DATA SHOWN:
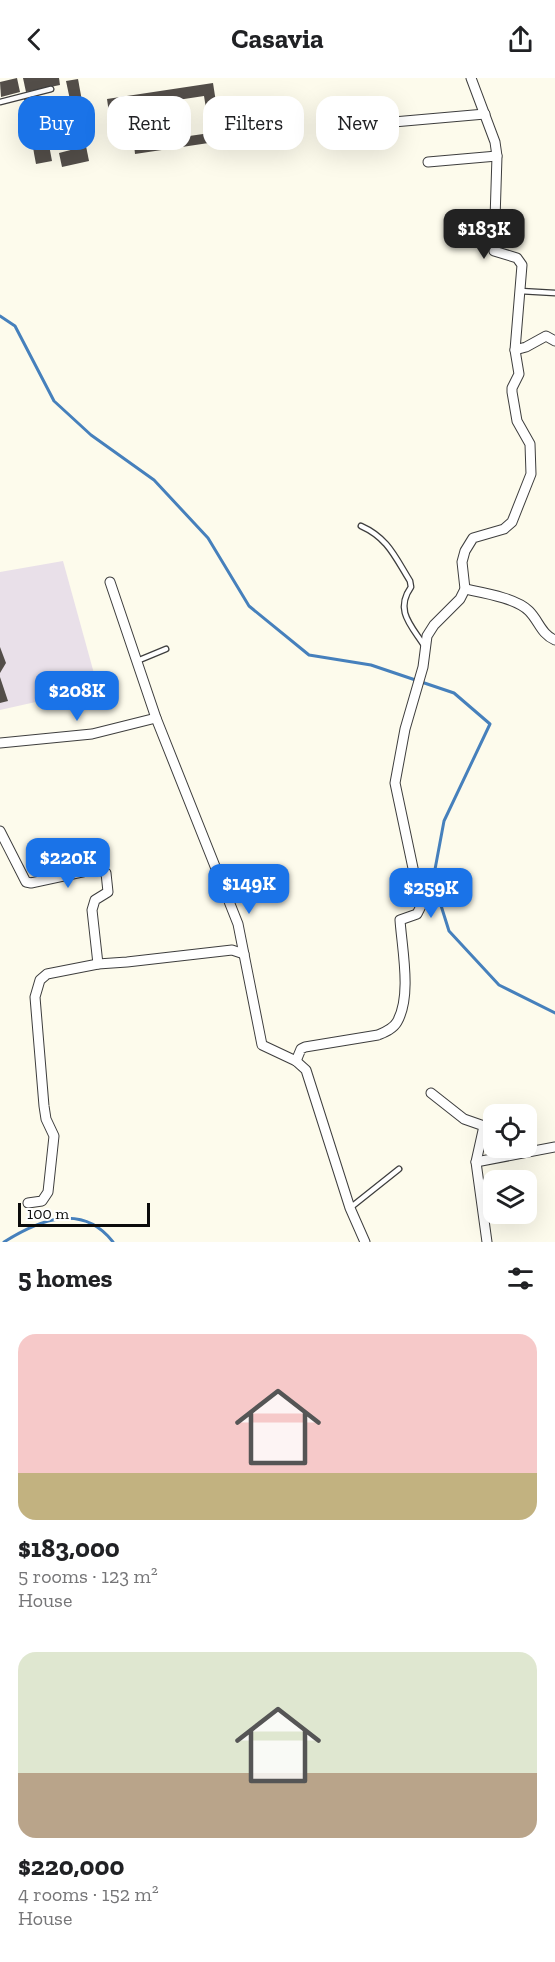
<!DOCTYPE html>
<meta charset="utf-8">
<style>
:root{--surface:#fff;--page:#f6f6f6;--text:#202124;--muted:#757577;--accent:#1a73e8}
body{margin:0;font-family:"Zilla Slab",serif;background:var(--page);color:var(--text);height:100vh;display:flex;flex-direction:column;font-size:22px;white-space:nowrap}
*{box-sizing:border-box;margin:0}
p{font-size:20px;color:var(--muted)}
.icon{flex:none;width:33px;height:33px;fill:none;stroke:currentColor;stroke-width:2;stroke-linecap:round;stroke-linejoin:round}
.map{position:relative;height:1164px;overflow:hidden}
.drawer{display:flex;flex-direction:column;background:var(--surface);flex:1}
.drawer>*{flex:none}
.hud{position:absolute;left:18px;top:18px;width:519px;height:54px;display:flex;gap:12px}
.buttons{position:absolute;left:483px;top:1026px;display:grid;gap:12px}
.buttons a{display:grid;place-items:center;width:54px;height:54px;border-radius:12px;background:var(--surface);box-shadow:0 6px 24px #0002;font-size:30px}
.scale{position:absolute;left:18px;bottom:15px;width:132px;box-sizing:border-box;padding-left:6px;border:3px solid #0b0b0b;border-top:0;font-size:16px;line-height:21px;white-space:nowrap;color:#0b0b0b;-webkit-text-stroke:4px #fff;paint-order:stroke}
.price{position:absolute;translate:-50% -51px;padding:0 14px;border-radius:12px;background:var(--accent);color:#fff;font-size:20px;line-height:39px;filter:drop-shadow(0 2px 3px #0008)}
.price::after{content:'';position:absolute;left:50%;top:36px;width:18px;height:14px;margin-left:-9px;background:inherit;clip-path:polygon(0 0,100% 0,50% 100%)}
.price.active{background:#222;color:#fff}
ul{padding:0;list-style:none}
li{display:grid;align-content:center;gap:12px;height:318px;padding:0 18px}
li span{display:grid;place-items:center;height:186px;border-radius:18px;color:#555}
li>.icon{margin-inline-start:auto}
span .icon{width:108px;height:108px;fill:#fffc;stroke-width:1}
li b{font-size:26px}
h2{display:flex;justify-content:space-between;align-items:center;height:72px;padding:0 18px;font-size:26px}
.tag{padding:0 21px;border-radius:18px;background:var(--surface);box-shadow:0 6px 24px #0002;font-size:21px;line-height:54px}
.tag.active{background:var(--accent);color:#fff}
header{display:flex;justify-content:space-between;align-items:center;height:78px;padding:0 18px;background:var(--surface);font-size:27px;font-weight:700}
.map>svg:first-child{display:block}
.industrial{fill:#e9e0e9}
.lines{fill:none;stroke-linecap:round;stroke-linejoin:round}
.stream{stroke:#4680bc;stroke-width:3}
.building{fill:#534e49}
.lane-casing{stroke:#3e3e3e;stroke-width:7}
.street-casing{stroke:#3e3e3e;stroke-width:11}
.lane{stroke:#fff;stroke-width:4.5}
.street{stroke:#fff;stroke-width:9}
</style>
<header><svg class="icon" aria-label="back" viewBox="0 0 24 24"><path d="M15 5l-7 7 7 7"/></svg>Casavia<svg class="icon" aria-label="share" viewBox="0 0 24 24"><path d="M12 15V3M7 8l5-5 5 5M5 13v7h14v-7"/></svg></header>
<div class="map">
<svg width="555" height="1164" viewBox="0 0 555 1164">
<rect width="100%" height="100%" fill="#fdfbec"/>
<path class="industrial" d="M63,483L98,610L0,632V494Z"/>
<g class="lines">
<g class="stream">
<path d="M0,238L15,248L54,323L91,357L154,402L208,460L249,528L309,577L371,587L454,615L490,646L444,743L433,802L449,853L499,907L555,935"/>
<path d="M4,1164C39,1142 82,1124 113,1164"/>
</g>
</g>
<g class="building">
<path d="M17,0L20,14L1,19L0,4Z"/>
<path d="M23,0H59L60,7L26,14Z"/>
<path d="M78,1L84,34L73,36L66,3Z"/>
<path d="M213,5L222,63L135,76L134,66L210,55L204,18L131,29L130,32L109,35L107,21Z"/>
<path d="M40,18L52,83L36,86L24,21Z"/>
<path d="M86,68L89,83L62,89L59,75Z"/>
<path d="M0,569L6,585L0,595Z"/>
<path d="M0,599L8,623L0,625Z"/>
</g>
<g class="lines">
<defs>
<g id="lane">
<path d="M0,24L51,11"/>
<path d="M520,213L555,215"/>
<path d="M361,448C388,460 395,479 410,503L411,509C394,533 412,548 425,569"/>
<path d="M137,583L166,571"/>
<path d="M484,1048L493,1040"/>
<path d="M350,1130L399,1091"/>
</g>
<g id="street">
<path d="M382,45L485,36"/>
<path d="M428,84L497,78"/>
<path d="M515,272L526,269L546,258L555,263"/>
<path d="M110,504L156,640L238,846L262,967L296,983L306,992L350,1130L365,1164"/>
<path d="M465,511C484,515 516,520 529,533C539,543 541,556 555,562"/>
<path d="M0,665L92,656L156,640"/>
<path d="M0,753L26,804L31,805L96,791L106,795L108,814L95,822L92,832L98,886"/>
<path d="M296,983L301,971L305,969L378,957C385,954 393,951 397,944C412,918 402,871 400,842L417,836L421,828L395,705L405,651L423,589L427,558L434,547L460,521L465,511L462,484L465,473L473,460L504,451L512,444L531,396L530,366L517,343L512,314V310L519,296L515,272L522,187L517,180L494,173L497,78L495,64L471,0"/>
<path d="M431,1015L464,1041L484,1048L476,1084L487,1164"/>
<path d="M476,1084L555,1069"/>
<path d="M28,1125L42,1123L48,1114L54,1058L46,1041L44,1028L35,919L40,902L47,896L98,886L127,884L232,872L244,876"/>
</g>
</defs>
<use href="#lane" class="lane-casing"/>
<use href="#street" class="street-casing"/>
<use href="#lane" class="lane"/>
<use href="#street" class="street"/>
</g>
</svg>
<div class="buttons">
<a><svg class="icon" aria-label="locate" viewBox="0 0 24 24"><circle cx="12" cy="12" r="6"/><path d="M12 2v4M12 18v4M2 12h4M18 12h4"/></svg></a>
<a><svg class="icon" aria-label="layers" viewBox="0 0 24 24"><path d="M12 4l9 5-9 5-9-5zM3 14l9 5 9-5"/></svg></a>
</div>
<div class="scale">100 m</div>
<b class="price active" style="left:484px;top:182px">$183K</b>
<b class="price" style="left:77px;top:644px">$208K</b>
<b class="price" style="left:68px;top:811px">$220K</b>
<b class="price" style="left:249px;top:837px">$149K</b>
<b class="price" style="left:431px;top:841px">$259K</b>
<div class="hud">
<a class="tag active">Buy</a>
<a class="tag">Rent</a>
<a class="tag">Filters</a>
<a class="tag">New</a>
</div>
</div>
<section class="drawer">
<h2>5 homes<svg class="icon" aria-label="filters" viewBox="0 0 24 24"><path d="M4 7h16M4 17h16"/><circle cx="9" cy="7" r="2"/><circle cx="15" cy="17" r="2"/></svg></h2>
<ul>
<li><span style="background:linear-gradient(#f6c9c9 75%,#c2b280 0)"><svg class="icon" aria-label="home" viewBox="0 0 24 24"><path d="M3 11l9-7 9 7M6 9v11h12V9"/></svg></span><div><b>$183,000</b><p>5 rooms · 123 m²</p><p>House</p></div></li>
<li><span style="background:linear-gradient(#dfe7d0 65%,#b9a48a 0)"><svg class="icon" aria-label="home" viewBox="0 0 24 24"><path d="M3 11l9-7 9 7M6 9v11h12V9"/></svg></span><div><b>$220,000</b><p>4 rooms · 152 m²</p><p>House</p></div></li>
</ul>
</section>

TASK INSTRUCTIONS: Across the entries, each line containing the word "none" is to be counted once; the total alone is to be given.

TASK RESPONSE: 4